L'autoroute Est-Ouest menace le parc naturel d'El Kala. Comment vous évaluez une telle démarche irresponsable ?
Je crois que là également nous devons méditer sur cette situation et voir comment la société civile dans sa diversité s'est mobilisée, que ce soit la communauté scientifique, les ONG ou le simple citoyen qui lui-même a tenu à dire ce qu'il pensait. Je tiens également à saluer les autorités du pays qui ont su répondre à cet appel et aux préoccupations très légitimes. Le parc national d'El Kala est l'une des richesses extraordinaires du patrimoine naturel de l'Algérie. Bien sûr, il y a un coût financier à débourser, mais ce qui est sûr c'est que le coût financier peut se racheter, mais si on perd le capital naturel il nous est impossible de le recréer. Je crois que si à court terme on perd de l'argent, sur le long terme par contre c'est tout le monde qui y gagne, la population, l'environnement et on sera fiers d'avoir préservé la plus grande richesse naturelle.
Comment évaluez-vous les travaux de la conférence de Madrid sur la lutte contre la désertification ?

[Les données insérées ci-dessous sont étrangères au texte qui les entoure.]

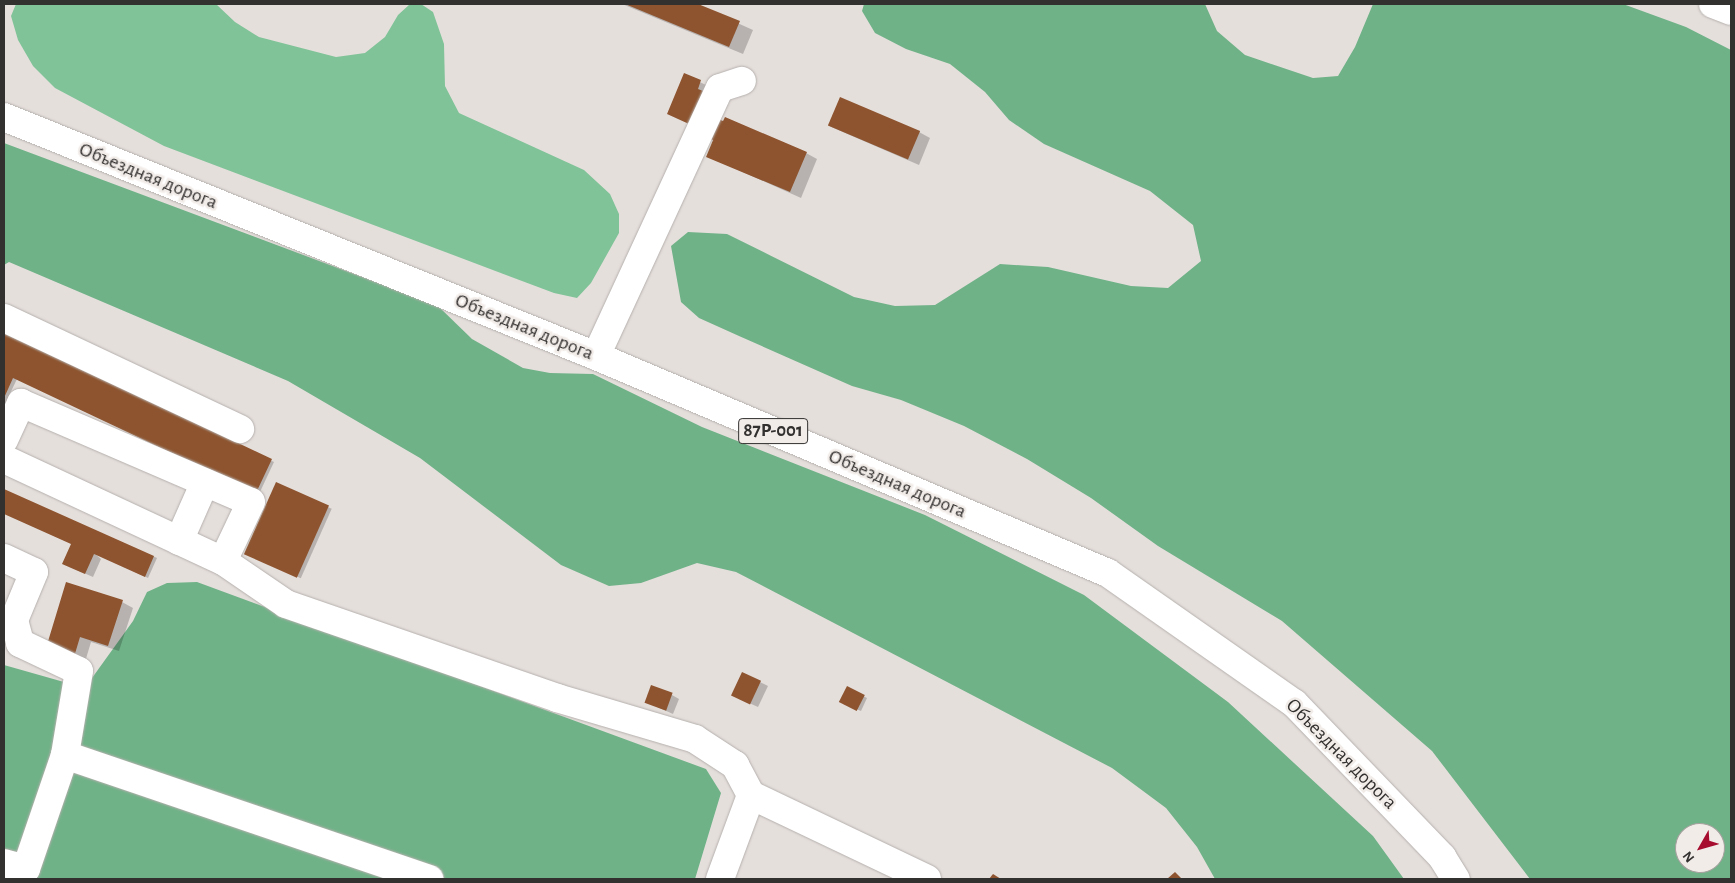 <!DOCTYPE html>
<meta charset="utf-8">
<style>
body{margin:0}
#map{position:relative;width:1735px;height:883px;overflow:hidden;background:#e5dfdc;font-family:"Alegreya Sans",sans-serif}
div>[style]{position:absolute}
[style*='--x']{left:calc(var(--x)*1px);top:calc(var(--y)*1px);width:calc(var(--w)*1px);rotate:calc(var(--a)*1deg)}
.green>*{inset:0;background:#80c398}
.forest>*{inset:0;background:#70b288}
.shadow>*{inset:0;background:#0003;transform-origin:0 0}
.building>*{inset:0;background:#8d542f;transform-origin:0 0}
.roads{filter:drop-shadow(0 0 1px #b5b0ad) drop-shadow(0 0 1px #b5b0ad)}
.minor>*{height:28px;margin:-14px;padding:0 14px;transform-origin:14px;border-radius:14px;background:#fff}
.major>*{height:28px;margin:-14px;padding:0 14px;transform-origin:14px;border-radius:14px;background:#fff}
span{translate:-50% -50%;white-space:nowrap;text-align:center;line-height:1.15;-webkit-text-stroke:5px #f2ece9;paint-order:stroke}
.shield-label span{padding:1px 4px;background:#f2ece9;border:1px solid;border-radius:4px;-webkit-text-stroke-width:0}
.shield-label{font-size:19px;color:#333130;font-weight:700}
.street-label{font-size:20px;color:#333130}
.frame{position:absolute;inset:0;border:5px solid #333130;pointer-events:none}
.north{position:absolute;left:1675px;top:823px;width:50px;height:50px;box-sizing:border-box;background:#f2ece9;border:1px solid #a6a19f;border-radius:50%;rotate:232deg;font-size:14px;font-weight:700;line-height:20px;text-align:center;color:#333130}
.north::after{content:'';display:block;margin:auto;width:18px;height:22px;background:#a70d2f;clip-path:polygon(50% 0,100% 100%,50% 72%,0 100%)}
</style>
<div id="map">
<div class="green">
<i style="clip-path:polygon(16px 4px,216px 4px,235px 22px,259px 37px,336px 57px,365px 53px,385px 37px,398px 15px,410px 4px,421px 4px,433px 12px,444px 44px,445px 86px,459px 113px,584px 170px,610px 194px,619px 214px,619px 233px,591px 283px,577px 298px,554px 293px,164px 146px,55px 88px,33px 66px,18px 40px,11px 16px)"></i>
</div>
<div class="forest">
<i style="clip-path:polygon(evenodd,864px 4px,1205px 4px,1217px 31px,1245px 55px,1313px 78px,1338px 76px,1355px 47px,1373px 4px,1623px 4px,1686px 27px,1731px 50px,1731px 879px,1530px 879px,1432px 751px,1282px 621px,1158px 546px,1091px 498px,1027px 459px,964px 426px,901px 400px,852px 386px,739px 336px,699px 318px,681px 302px,671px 246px,688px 232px,727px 234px,854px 297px,895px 306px,935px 305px,1000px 264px,1048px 267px,1131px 286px,1168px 288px,1201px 261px,1193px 225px,1150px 191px,1044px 144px,1009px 120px,985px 92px,950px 64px,906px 49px,875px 33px,862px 11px,864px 4px,1685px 833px,1715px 833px,1715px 863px,1685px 863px,1685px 833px)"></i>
<i style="clip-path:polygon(4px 143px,437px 305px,472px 339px,523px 368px,550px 373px,593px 374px,702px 427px,925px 515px,1084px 595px,1228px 702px,1373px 836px,1404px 879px,1215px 879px,1197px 847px,1166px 808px,1112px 768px,736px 572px,697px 563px,641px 583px,609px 586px,561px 565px,420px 458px,288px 381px,9px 262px,4px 265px)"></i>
<i style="clip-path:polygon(197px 582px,706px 769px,721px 793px,695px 879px,4px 879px,4px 665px,71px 684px,92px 678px,133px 621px,147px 592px,167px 583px)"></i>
</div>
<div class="shadow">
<i style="clip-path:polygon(622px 4px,695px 4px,753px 30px,743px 54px)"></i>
<i style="clip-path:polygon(685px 75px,708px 86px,697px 127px)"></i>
<i style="clip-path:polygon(829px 126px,919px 132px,930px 138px,919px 165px)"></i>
<i style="clip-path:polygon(806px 153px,817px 159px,801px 198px,707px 156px)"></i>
<i style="clip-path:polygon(4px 334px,274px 462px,259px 494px,17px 379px,4px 406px)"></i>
<i style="left:276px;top:484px;width:61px;height:76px;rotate:24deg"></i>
<i style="clip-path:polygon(4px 490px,157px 558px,148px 578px,94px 553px,101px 559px,93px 577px,70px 567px,72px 544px,4px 513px)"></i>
<i style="clip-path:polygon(122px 602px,133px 608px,119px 651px,91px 642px,85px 662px,58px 653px)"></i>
<i style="clip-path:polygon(743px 674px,768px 686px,758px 707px,740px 699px)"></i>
<i style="clip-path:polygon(847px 688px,867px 698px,861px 711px,844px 704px)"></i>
<i style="clip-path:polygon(672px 695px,679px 699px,673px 714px,646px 702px)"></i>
</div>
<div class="building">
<i style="clip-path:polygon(625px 4px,698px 4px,740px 21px,729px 47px)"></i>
<i style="clip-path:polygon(684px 73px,701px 80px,698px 89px,703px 91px,689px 124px,667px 114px)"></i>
<i style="left:840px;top:97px;width:87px;height:31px;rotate:23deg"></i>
<i style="clip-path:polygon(714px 117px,723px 121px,725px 117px,807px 152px,790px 192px,706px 157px,713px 140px,706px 137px)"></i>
<i style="clip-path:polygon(4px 332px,272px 459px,256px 493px,13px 378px,4px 398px)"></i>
<i style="left:276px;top:482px;width:58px;height:79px;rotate:24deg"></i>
<i style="clip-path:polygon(4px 489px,154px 556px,145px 577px,94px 554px,85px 574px,62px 564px,71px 544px,4px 514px)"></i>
<i style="clip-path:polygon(66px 582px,123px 600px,108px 646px,80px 637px,74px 657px,46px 648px)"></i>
<i style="left:742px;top:672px;width:21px;height:26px;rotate:25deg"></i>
<i style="left:651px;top:685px;width:23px;height:19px;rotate:20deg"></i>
<i style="left:847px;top:686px;width:20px;height:18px;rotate:27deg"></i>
<i style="clip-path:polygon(1175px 872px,1182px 879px,1167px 879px)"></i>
<i style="clip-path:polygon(993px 874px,1001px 879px,989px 879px)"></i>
</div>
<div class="roads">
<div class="minor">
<i style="--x:1713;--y:4;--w:19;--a:21"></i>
<i style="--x:4;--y:318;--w:261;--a:25.2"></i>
<i style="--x:596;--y:356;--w:295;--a:-65.2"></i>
<i style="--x:720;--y:88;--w:23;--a:-18"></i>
<i style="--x:4;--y:440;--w:41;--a:-65.3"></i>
<i style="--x:21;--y:403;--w:250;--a:23.3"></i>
<i style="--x:251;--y:502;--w:65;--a:115.4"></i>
<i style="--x:4;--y:459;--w:242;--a:25"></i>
<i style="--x:223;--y:561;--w:76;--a:34.3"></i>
<i style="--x:286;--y:604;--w:287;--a:19.1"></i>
<i style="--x:557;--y:698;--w:144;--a:16.5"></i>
<i style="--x:695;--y:739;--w:48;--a:33"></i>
<i style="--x:735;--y:765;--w:34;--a:62"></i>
<i style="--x:751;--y:795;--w:195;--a:25.5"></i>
<i style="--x:179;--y:541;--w:64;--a:-66.2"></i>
<i style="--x:4;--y:558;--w:33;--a:25"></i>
<i style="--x:34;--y:572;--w:52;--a:112.6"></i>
<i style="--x:14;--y:620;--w:24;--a:75"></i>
<i style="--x:20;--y:643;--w:65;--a:25.4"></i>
<i style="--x:79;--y:671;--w:85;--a:99.5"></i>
<i style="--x:65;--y:755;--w:120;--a:108.9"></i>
<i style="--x:26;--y:869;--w:23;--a:-165"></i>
<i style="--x:65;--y:755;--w:385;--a:18.8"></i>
<i style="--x:720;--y:879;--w:90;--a:-69.7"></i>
</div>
<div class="major">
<i style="--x:4;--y:117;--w:638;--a:21.98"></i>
<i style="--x:596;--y:356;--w:556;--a:22.97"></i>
<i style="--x:1108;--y:573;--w:227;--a:35"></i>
<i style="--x:1294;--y:703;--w:214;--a:46.1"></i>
<i style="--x:1442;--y:857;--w:26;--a:58"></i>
</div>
</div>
<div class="shield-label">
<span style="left:773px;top:431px">87Р-001</span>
</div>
<div class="street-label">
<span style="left:148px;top:176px;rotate:22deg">Объездная дорога</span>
<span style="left:524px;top:327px;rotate:22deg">Объездная дорога</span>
<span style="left:897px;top:484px;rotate:23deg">Объездная дорога</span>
<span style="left:1341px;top:754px;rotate:45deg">Объездная дорога</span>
</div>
<div class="frame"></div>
<div class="north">N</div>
</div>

Je crois qu'il y a une nouvelle étape qui s'ouvre pour la convention de lutte contre la désertification. Malheureusement, c'est le parent pauvre des conventions de Rio, parce qu'il y a la perception selon laquelle la désertification est un problème local et non pas global. Un problème qui concerne quelques pays, notamment africains, et pas l'humanité entière. Mais je pense que le fait que cette conférence puisse se tenir dans un pays comme l'Espagne, dont nous avons constaté l'engagement, c'est tout de même un pays important de l'Union européenne, nous donne l'espoir qu'il va y avoir un nouveau souffle et que d'autres pays européens puissent s'engager. Il se trouve aussi que le Portugal qui préside actuellement l'UE est un pays méditerranéen proche du Sud, et la présence de son ministre est un signe très fort. L'Italie aussi a été présente, ce sont des pays de la rive sud de l'Europe qui connaissent certains aspects de la désertification, notamment la sécheresse. L'Espagne a connu cette année l'une des pires sécheresses de son histoire. Les feux de forêt en Grèce notamment font que les pays sont de plus en plus sensibles à ces problèmes de changement climatique et de désertification. J'espère que la convention contre la désertification qui a maintenant un nouveau secrétaire exécutif puisse connaître ici à Madrid un nouveau départ pour renforcer ses objectifs qui passent bien sûr par une nouvelle coopération internationale importante.